For context, the original way of building the model resulted in gradient calculations of 3.97 ms ± 116 µs per loop.
With the way just posted, it took ~6s per loop.

Is that 3.97 ms per loop a number that is too large or is that a decently fast calculation speed?

Hmm, you are not really vectorizing it, you still have a for loop that likely quite inefficient.
For vectorized parameterization, you have something like a predictor matrix X and you do X.dot(beta)

Got it. I’m on it! Thank you.

Ok, so building that design matrix before the model context with numpy then setting the design matrix as a shared tensor is giving me the similar ~6s per loop.

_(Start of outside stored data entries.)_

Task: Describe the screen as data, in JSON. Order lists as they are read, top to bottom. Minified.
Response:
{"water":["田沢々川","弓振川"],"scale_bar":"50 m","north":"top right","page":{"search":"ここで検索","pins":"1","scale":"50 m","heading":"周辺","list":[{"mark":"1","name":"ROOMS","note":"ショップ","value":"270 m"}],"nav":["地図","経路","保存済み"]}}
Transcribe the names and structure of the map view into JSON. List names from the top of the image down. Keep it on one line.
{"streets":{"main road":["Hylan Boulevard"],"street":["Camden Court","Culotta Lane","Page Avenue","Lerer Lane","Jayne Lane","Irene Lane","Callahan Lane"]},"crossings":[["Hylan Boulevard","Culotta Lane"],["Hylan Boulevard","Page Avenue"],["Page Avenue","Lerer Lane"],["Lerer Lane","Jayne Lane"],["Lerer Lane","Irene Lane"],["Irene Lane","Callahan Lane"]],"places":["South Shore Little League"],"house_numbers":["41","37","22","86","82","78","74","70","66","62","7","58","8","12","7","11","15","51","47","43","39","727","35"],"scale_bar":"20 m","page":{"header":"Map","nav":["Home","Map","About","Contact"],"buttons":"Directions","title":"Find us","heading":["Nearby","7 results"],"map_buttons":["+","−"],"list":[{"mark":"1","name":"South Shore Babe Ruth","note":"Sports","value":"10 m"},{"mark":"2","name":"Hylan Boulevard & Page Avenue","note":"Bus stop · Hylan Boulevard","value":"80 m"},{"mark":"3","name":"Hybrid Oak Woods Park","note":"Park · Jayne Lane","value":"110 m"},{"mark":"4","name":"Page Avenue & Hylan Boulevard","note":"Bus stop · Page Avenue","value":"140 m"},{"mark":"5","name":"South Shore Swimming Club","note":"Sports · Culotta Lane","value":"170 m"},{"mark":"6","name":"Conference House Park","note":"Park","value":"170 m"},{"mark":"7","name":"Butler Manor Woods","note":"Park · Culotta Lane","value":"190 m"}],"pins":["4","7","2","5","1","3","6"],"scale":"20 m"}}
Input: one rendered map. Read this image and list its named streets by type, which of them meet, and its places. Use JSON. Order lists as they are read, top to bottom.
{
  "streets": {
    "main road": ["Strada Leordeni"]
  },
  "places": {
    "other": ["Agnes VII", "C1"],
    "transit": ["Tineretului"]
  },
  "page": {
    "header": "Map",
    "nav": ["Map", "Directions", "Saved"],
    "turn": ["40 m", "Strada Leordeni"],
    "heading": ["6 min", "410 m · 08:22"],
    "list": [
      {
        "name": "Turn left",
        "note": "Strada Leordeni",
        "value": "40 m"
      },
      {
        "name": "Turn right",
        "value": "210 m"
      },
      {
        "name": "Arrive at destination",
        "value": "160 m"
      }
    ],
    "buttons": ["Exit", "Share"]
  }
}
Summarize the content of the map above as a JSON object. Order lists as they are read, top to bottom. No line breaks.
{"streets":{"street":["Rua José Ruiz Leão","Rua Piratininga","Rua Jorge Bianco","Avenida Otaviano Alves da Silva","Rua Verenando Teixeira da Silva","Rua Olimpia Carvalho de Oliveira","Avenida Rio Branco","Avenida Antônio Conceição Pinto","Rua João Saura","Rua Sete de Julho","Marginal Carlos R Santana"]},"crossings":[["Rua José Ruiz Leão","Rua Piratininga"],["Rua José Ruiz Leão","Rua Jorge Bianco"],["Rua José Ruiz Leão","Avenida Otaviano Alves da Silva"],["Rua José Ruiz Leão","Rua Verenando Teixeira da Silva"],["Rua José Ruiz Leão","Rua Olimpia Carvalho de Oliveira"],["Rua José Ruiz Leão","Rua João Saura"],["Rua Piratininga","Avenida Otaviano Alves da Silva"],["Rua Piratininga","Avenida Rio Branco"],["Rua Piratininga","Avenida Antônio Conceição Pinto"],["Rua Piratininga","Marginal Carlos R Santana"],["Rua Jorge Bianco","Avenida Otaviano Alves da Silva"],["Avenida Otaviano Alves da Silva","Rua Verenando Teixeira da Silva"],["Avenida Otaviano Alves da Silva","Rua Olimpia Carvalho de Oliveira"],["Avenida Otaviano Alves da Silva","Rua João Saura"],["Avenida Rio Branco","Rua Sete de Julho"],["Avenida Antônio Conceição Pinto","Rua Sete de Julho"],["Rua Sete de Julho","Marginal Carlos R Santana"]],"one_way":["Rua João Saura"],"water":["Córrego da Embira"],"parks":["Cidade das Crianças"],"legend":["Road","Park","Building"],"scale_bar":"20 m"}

I am still building the coefficients the same way since it’s not clear how else to do it.

Also, is it possible to speed up that 3.97ms per loop even with vectorization or should I pursue other routes?

The long and short of it is that the training takes roughly 15 min and I would like to lower that time by as much as possible.

You should do something like beta = pm.Normal('beta', mu=0., sd=1., shape=(X.shape[1], 1))

But wouldn’t that not capture the hierarchical nature of the model?

You still can - the “trick” is all in the construction of fixed and random effect design matrixes.
You might find eg https://github.com/junpenglao/GLMM-in-Python/blob/master/Playground.py helpful

So, even without the hierarchical effect, building a vector of coefficients and multiplying by the design matrix is still not as fast as the initial version.

def construct_model(model_parameters):
covariates = [parameter for parameter in model_parameters if model_parameters[parameter]['parameter'] == 'covariate']
design_matrix = np.column_stack([model_parameters[covariate]['array'] for covariate in covariates])

shape = design_matrix.shape[1]
design_matrix = shared(design_matrix)

with pm.Model() as model:
    # The bounds of this distribution correspond to machine 0 and machine 1 on logit scale.
    # This means that the baseline number is bounded on [0, 1].
    intercept = pm.Normal('intercept', mu=0, sd=5.0, shape=1)

    coefficients = []
    
    coefficients = pm.Normal('beta', mu=0., sd=1., shape=(shape, 1))
    
    # omega parameter is "mode" of probability p and kappa parameter is "certainty"
    omega = pm.Deterministic('omega', pm.invlogit(intercept + design_matrix.dot(coefficients)))
    offset = pm.Exponential('kappa_offset', lam=1, shape=1)
    kappa = pm.Deterministic('kappa', (1 / 1e-3) * offset)

    alpha = omega * kappa + 1
    beta = (1 - omega) * kappa + 1

    observed = model_parameters['impressions_target']['shared']
    n = model_parameters['impressions_anchor']['shared']

    likelihood = pm.BetaBinomial('likelihood', alpha=alpha, beta=beta, n=n, observed=observed)
    
return model

Fyi the number of features is only 6, but there are 351 covariates, i.e. the shape of the design matrix is (5473, 351).